Si sblocca la vicenda “Settesoli-Selinunte”: c’è l’ok per la sponsorizzazione per il restauro

12 Febbraio 2016
selinunte selinunte

Obiettivo, raccogliere 500 mila euro. Subito, però, i lavori per il nuovo impianto di illuminazione. Varvaro: “Un anno per superare tutte le difficoltà burocratiche”


(Il parco archeoligico di Selinunte e Vito Varvaro, presidente di Settesoli)

“Sono felice di annunciare la sponsorizzazione Settesoli-Selinunte. Credo nello sviluppo agricolo e turistico del territorio, una grande opportunità di ricchezza per le nuove generazioni”.

Con queste parole Vito Varvaro, presidente di Cantine Settesoli, annuncia la sponsorizzazione del parco archeologico di Selinunte (ne avevamo parlato qui e qui).
“Il vino Settesoli è ambasciatore del territorio in tutto il mondo e vuole contribuire alla notorietà dei Templi di Selinunte e al loro restauro. Abbiamo anche battuto difficoltà burocratiche e dopo più di un anno di lavoro siamo riusciti a firmare un contratto in cui un privato aiuta lo Stato ed i Beni Culturali. Spero questo apra le porte ad altri accordi che aiutino la manutenzione dei tanti beni culturali della Sicilia e lo sviluppo turistico”.

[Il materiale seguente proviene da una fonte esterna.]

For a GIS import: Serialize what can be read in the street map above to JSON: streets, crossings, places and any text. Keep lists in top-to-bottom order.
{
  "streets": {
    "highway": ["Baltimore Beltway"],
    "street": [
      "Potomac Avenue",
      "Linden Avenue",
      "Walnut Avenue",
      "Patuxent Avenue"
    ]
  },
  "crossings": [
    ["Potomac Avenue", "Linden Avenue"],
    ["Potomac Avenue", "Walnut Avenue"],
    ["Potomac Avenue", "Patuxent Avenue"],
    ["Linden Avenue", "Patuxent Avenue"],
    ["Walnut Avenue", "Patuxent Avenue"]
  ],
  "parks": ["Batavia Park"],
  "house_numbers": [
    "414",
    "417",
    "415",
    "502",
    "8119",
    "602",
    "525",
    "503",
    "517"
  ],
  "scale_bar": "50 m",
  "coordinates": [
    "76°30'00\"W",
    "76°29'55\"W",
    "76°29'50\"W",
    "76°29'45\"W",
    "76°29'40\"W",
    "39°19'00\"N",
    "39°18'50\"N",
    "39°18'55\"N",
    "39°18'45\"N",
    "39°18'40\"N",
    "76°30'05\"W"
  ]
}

Il progetto a sostegno di uno dei Parchi Archeologici più belli del mondo partirà immediatamente con i lavori di illuminazione della fortificazione est dell’Acropoli di Selinunte.
Seguiranno, da settembre, tante altre attività di marketing del marchio Settesoli che coinvolgeranno i consumatori e favoriranno una raccolta di fondi per Selinunte.
L'obiettivo è raccogliere 500 mila euro per restauri e per lanciare il sito di Selinunte ed il territorio come meta obbligata per i turisti che visitano la Sicilia.
Cantine Settesoli è tra le più grande cantine vitivinicole siciliane, con una superfice vitata di 6.000 ettari di vigneto coltivati da 2.000 viticoltori.

C.d.G.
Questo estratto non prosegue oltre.